BMG asserted that users of Cox’s Internet service employed BitTorrent, a type of peer-to-peer file sharing, to illegally upload and download its copyrighted musical compositions. BMG hired Rightscorp, Inc., to locate infringing uses of BMG’s works. Rightscorp located files allegedly being shared illegally and flooded Cox with 2.5 million DMCA notices. The notices contained a demand that the subscribers pay Rightscorp $10 or $20 per infringement, in addition to removing the content.
Rightscorp refused to remove the demand for payment from its notices, Cox refused to forward the notices to its subscribers, and BMG sued for contributory and vicarious copyright infringement. Cox invoked the DMCA safe harbor defense under Section 512(a) (providing safe harbor for a service provider that acts as a mere conduit for transmission of content). It was dealt a significant blow in the weeks prior to trial, however, when the court granted BMG’s motion for summary judgment on that defense and precluded Cox from raising that argument at trial.

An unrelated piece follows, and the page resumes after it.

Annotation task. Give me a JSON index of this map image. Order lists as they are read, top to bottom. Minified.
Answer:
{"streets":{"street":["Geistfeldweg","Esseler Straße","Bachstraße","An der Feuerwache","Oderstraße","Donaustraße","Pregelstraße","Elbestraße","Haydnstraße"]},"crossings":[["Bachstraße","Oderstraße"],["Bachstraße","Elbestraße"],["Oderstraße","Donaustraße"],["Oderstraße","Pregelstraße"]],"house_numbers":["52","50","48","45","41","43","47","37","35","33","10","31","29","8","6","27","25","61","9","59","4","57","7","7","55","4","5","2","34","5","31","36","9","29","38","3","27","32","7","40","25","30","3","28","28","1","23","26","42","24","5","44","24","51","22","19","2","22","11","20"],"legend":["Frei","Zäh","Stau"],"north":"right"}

In order to invoke the safe harbor defense, Section 512(i) of the DMCA requires that a service provider demonstrate that it has “adopted and reasonably implemented, and informed subscribers and account holders of the service provider’s system or network of, a policy that provides for the termination in appropriate circumstances of subscribers and account holders of the service provider’s system or network who are repeat infringers.” In its opinion on summary judgment, the court noted several “threshold functions” that must be present in order for a service provider to implement any repeat infringer policy. These include (but are not limited to) a “working notification system” and “a procedure for dealing with DMCA-compliant notifications.” Additionally, the court noted, the penalty imposed for repeat infringers when appropriate circumstances exist must be termination, and not some lesser consequence. The court held 512(i) covers “at a minimum instances where a service provider is given sufficient evidence to create actual knowledge of blatant, repeat infringement by particular users, particularly infringement of a willful and commercial nature.”
The court determined as a matter of law that Cox failed to reasonably implement a repeat-infringer policy. In particular, the court noted that there was evidence of an unofficial policy of reinstating terminated accounts even where, the court concluded, Cox had determined appropriate circumstances existed to terminate the account.

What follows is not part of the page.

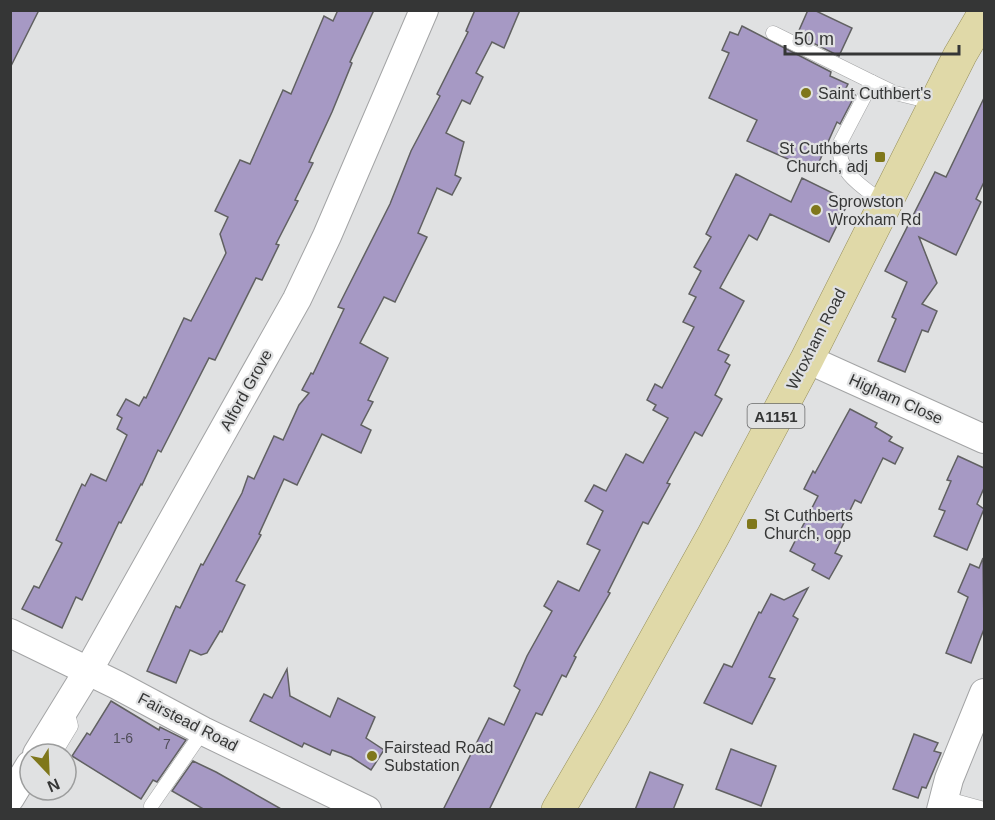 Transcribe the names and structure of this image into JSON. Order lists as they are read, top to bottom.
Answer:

The jury found that users of Cox’s Internet service used it to infringe BMG-copyrighted works and that Cox was liable for willful contributory infringement. The jury awarded statutory damages of $25 million. Cox prevailed on the claim for vicarious liability, which requires evidence of profiting from direct infringement while at the same time declining to exercise a right to stop or limit it.

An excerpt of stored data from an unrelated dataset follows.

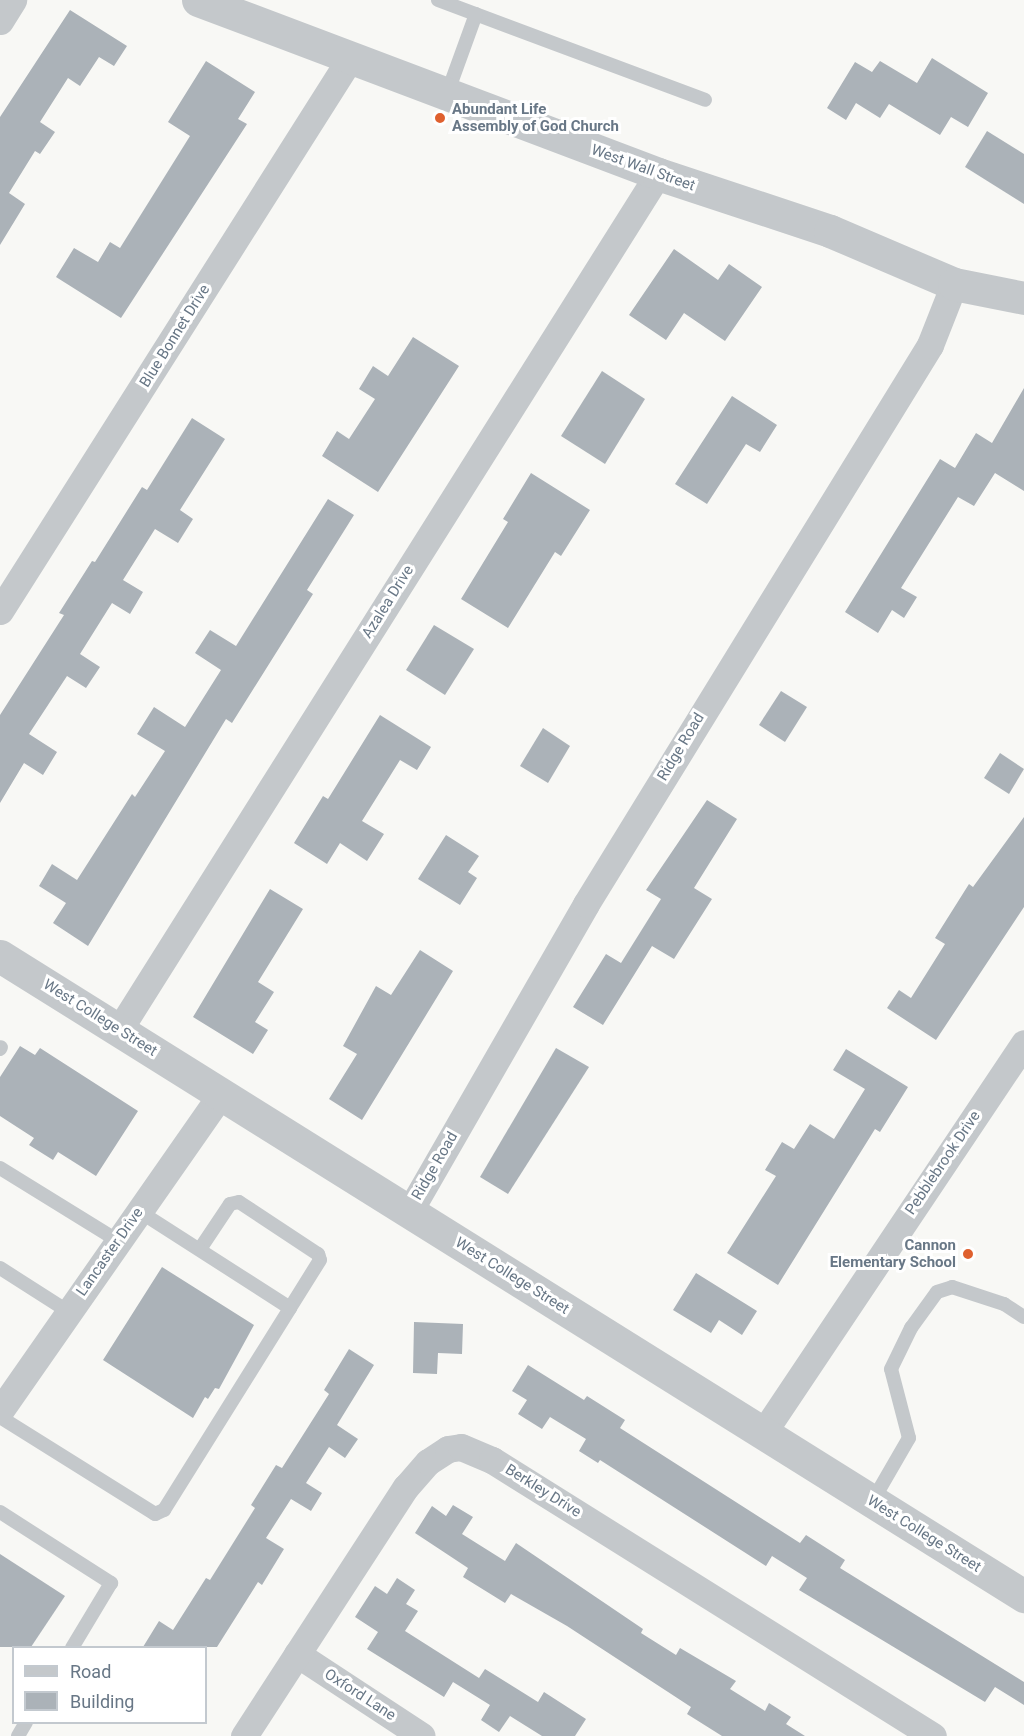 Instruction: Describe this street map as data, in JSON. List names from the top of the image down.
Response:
{
  "streets": {
    "street": [
      "West Wall Street",
      "Blue Bonnet Drive",
      "Azalea Drive",
      "Ridge Road",
      "West College Street",
      "Pebblebrook Drive",
      "Lancaster Drive",
      "Berkley Drive",
      "Oxford Lane"
    ]
  },
  "crossings": [
    ["West Wall Street", "Blue Bonnet Drive"],
    ["West Wall Street", "Azalea Drive"],
    ["West Wall Street", "Ridge Road"],
    ["Azalea Drive", "West College Street"],
    ["Ridge Road", "West College Street"],
    ["West College Street", "Pebblebrook Drive"],
    ["West College Street", "Lancaster Drive"],
    ["Berkley Drive", "Oxford Lane"]
  ],
  "places": ["Abundant Life Assembly of God Church", "Cannon Elementary School"],
  "legend": ["Road", "Building"]
}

This case illustrates in part the struggle to address the demands of an aggressive (and some say overly aggressive) rights holder. The DMCA leaves the decision to terminate a user’s account to the ISP’s discretion and does little to inform how that discretion should be exercised. Industry organizations have sought to define the parameters of a reasonable system by implementing their own, such as the “Six Strikes” Copyright Alert System implemented by the Center for Copyright Information. However, that system has been criticized as ineffective. See http://variety.com/2015/biz/news/copyright-alert-system-piracy-expendables-3-1201493788/. Some stakeholders have pushed for laws requiring a judicial order before content is removed, in order to safeguard freedom of expression, and have unsuccessfully sought for this protection in treaties such as the Trans Pacific Partnership. See Electronic Frontier Foundation, “How the TPP perpetuates mistakes of the DMCA,” available at https://www.eff.org/deeplinks/2015/12/how-tpp-perpetuates-mistakes-dmca.
The BMG v. Cox case, of course, does not include all the stakeholders. There are facts on both sides that paint the parties in a negative light, which can detract from measured debate. The bottom line is that the debate will continue, while the law struggles to keep up and the courts and ISPs struggle to find their appropriate boundaries.